The records.
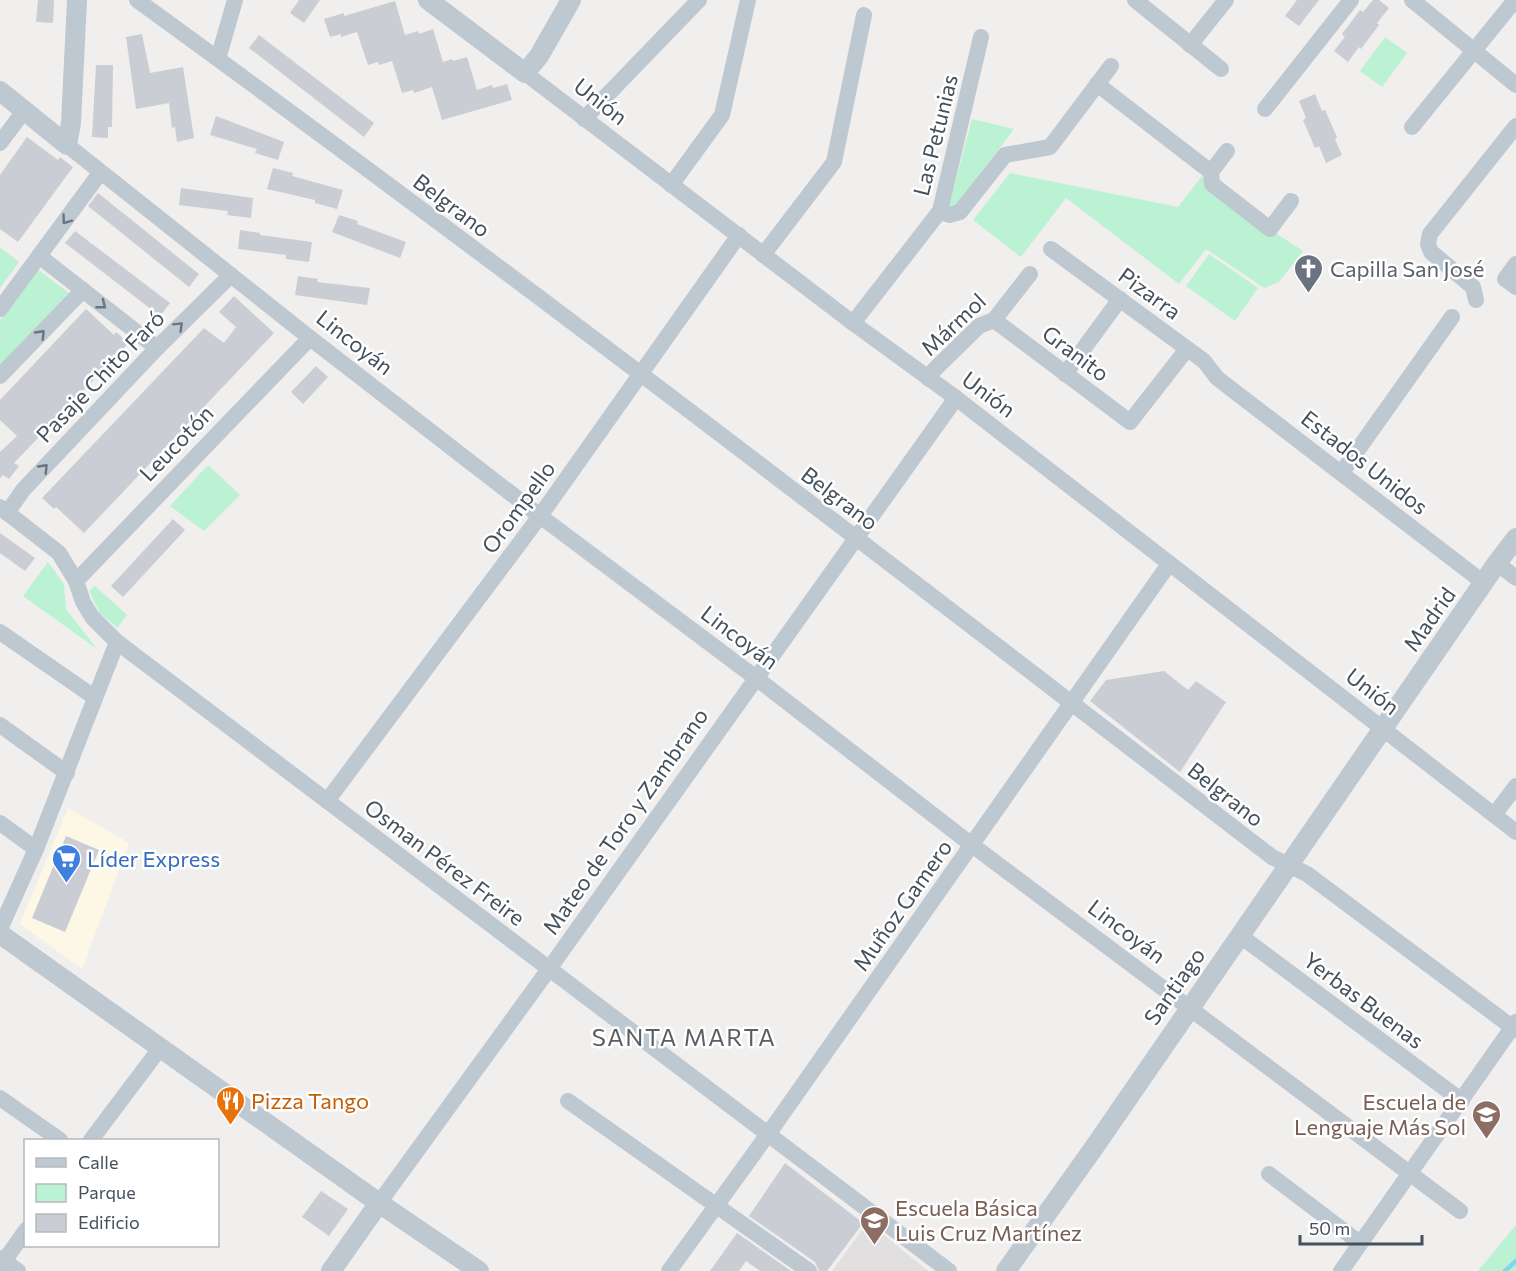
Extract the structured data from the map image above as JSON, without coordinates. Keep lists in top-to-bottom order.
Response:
{
  "streets": {
    "street": [
      "Unión",
      "Las Petunias",
      "Belgrano",
      "Pizarra",
      "Mármol",
      "Lincoyán",
      "Granito",
      "Pasaje Chito Faró",
      "Leucotón",
      "Estados Unidos",
      "Orompello",
      "Madrid",
      "Mateo de Toro y Zambrano",
      "Osman Pérez Freire",
      "Muñoz Gamero",
      "Santiago",
      "Yerbas Buenas"
    ]
  },
  "crossings": [
    ["Unión", "Las Petunias"],
    ["Unión", "Mármol"],
    ["Unión", "Orompello"],
    ["Unión", "Madrid"],
    ["Unión", "Mateo de Toro y Zambrano"],
    ["Unión", "Muñoz Gamero"],
    ["Unión", "Santiago"],
    ["Belgrano", "Orompello"],
    ["Belgrano", "Mateo de Toro y Zambrano"],
    ["Belgrano", "Muñoz Gamero"],
    ["Belgrano", "Santiago"],
    ["Pizarra", "Granito"],
    ["Pizarra", "Estados Unidos"],
    ["Mármol", "Granito"],
    ["Lincoyán", "Pasaje Chito Faró"],
    ["Lincoyán", "Leucotón"],
    ["Lincoyán", "Orompello"],
    ["Lincoyán", "Mateo de Toro y Zambrano"],
    ["Lincoyán", "Muñoz Gamero"],
    ["Lincoyán", "Santiago"],
    ["Pasaje Chito Faró", "Osman Pérez Freire"],
    ["Leucotón", "Osman Pérez Freire"],
    ["Estados Unidos", "Madrid"],
    ["Orompello", "Osman Pérez Freire"],
    ["Madrid", "Santiago"],
    ["Mateo de Toro y Zambrano", "Osman Pérez Freire"],
    ["Osman Pérez Freire", "Muñoz Gamero"],
    ["Santiago", "Yerbas Buenas"]
  ],
  "districts": ["SANTA MARTA"],
  "places": {
    "church": ["Capilla San José"],
    "supermarket": ["Líder Express"],
    "restaurant": ["Pizza Tango"],
    "school or university": ["Escuela de Lenguaje Más Sol", "Escuela Básica Luis Cruz Martínez"]
  },
  "legend": ["Calle", "Parque", "Edificio"],
  "scale_bar": "50 m"
}
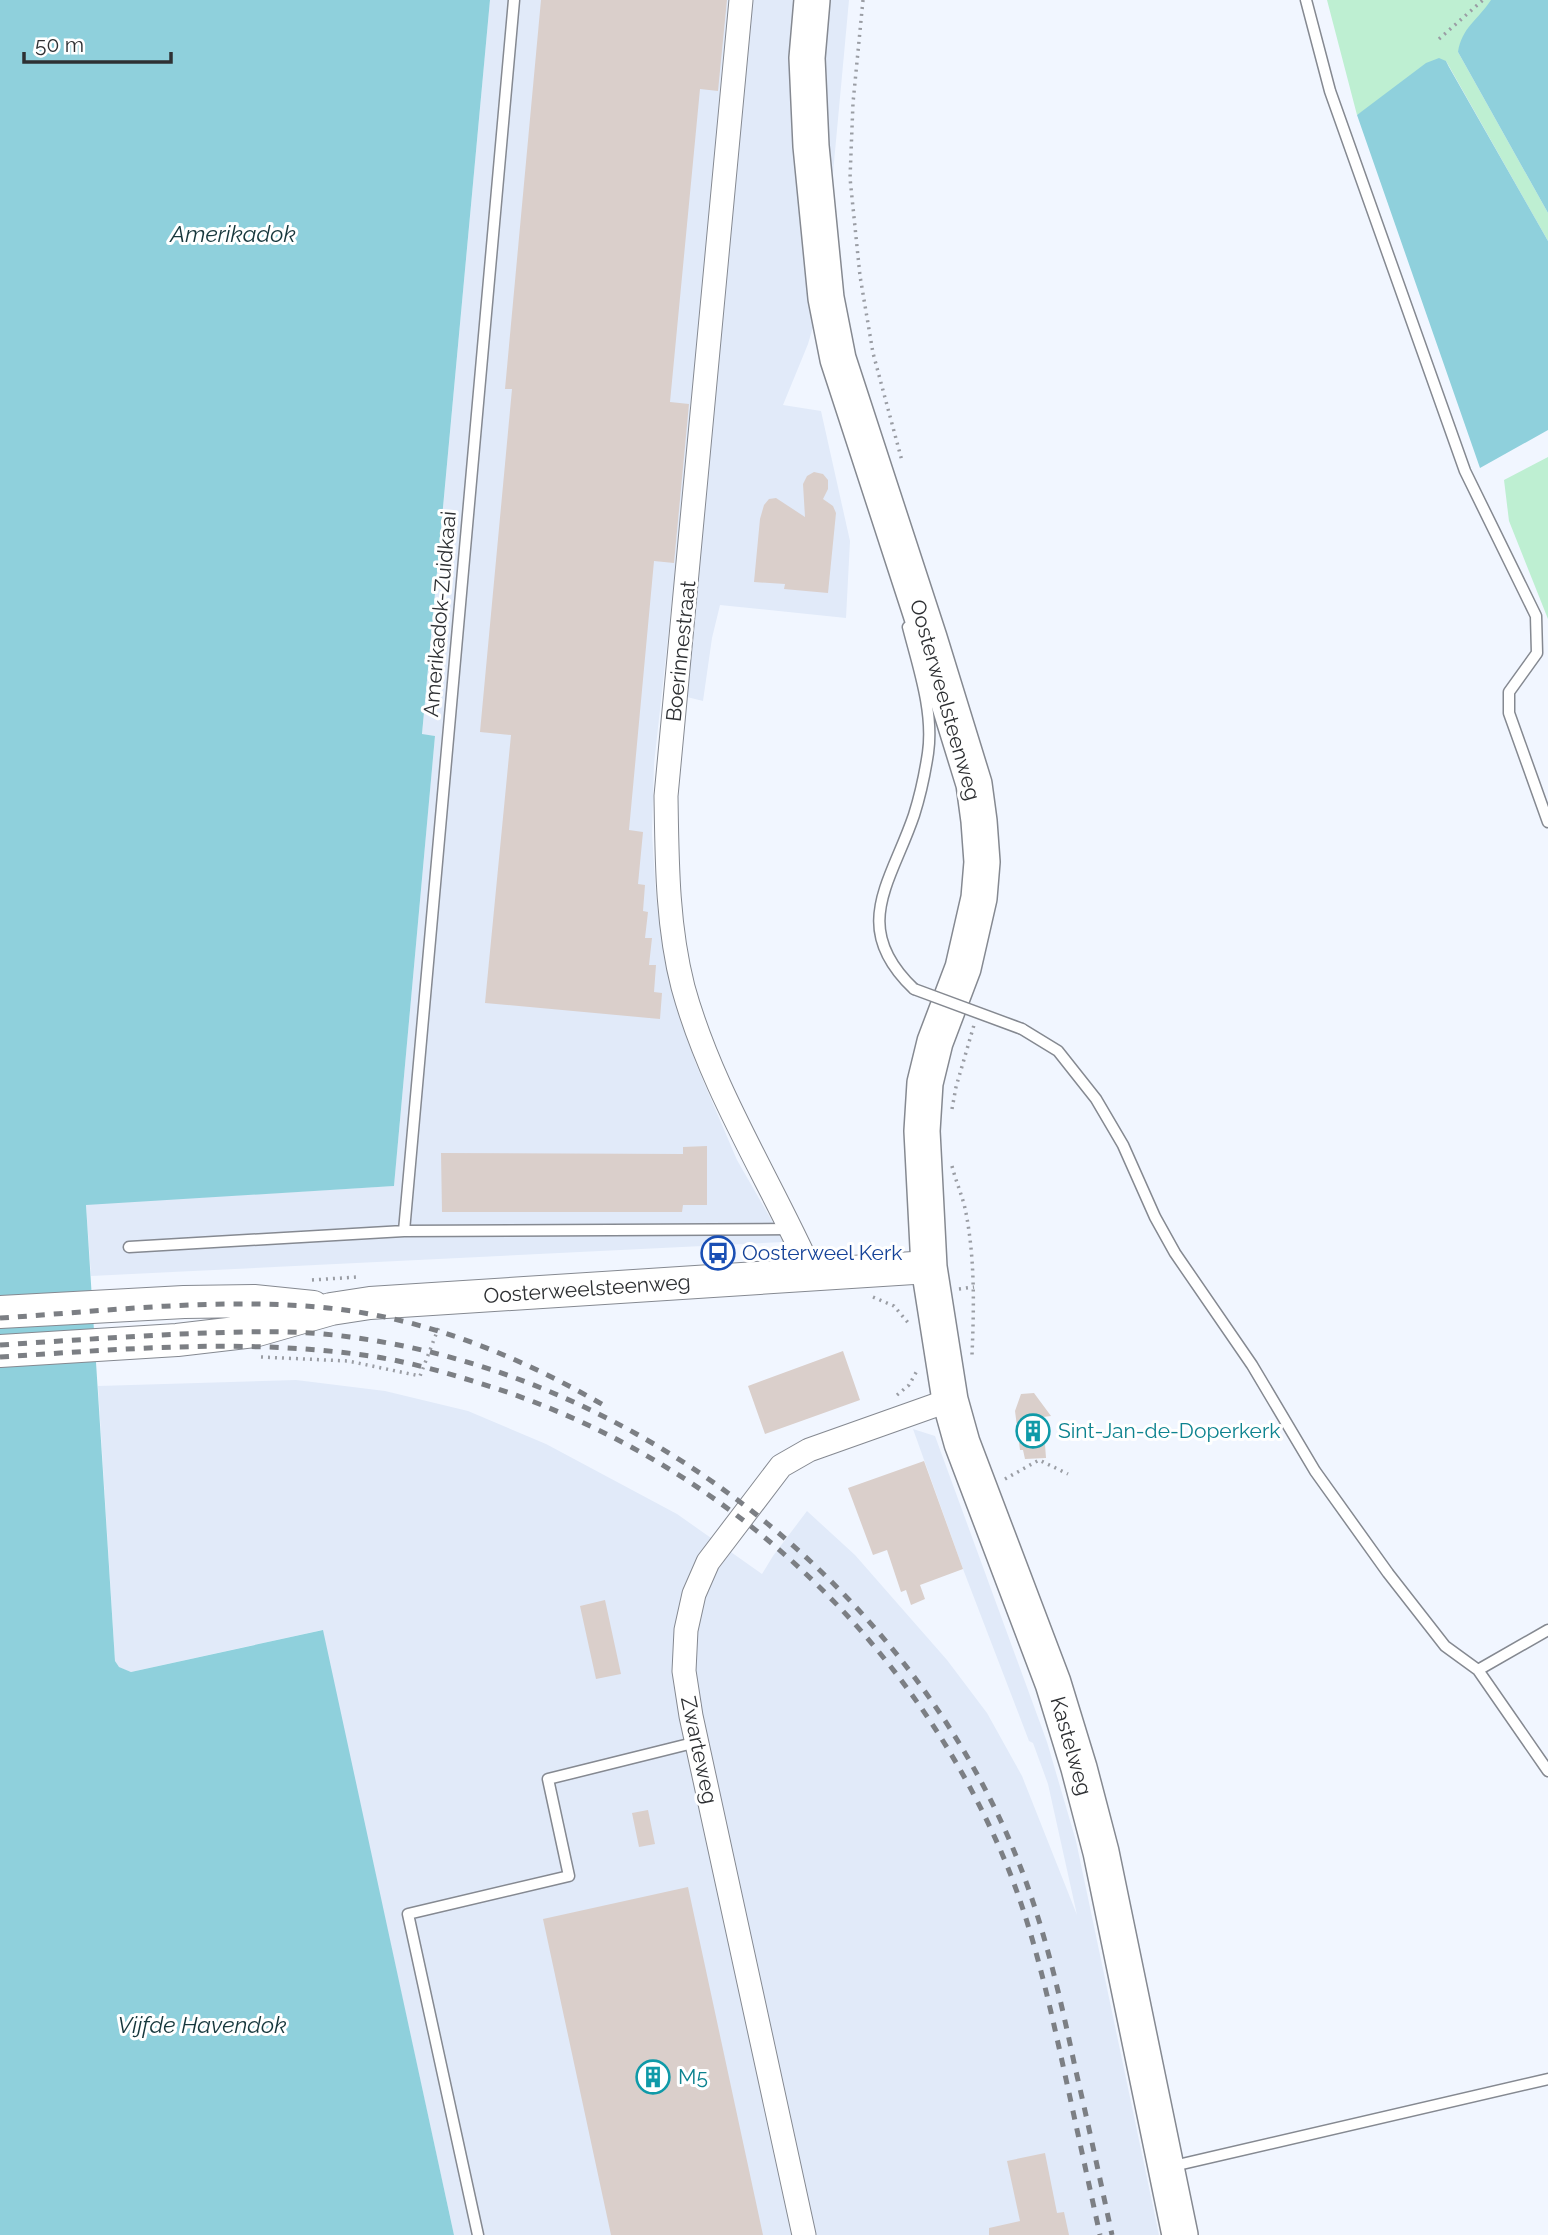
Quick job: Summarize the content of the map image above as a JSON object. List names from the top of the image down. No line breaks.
{"streets":{"main road":["Oosterweelsteenweg","Kastelweg"],"street":["Boerinnestraat","Zwarteweg"],"lane":["Amerikadok-Zuidkaai"]},"crossings":[["Boerinnestraat","Oosterweelsteenweg"],["Oosterweelsteenweg","Kastelweg"],["Kastelweg","Zwarteweg"]],"water":["Amerikadok","Vijfde Havendok"],"places":{"bus stop":["Oosterweel Kerk"],"building":["Sint-Jan-de-Doperkerk","M5"]},"scale_bar":"50 m"}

Task brief.
The lines holding the string "Zambrano" are what is needed from the material above.

Exercise solution.
      "Mateo de Toro y Zambrano",
    ["Unión", "Mateo de Toro y Zambrano"],
    ["Belgrano", "Mateo de Toro y Zambrano"],
    ["Lincoyán", "Mateo de Toro y Zambrano"],
    ["Mateo de Toro y Zambrano", "Osman Pérez Freire"],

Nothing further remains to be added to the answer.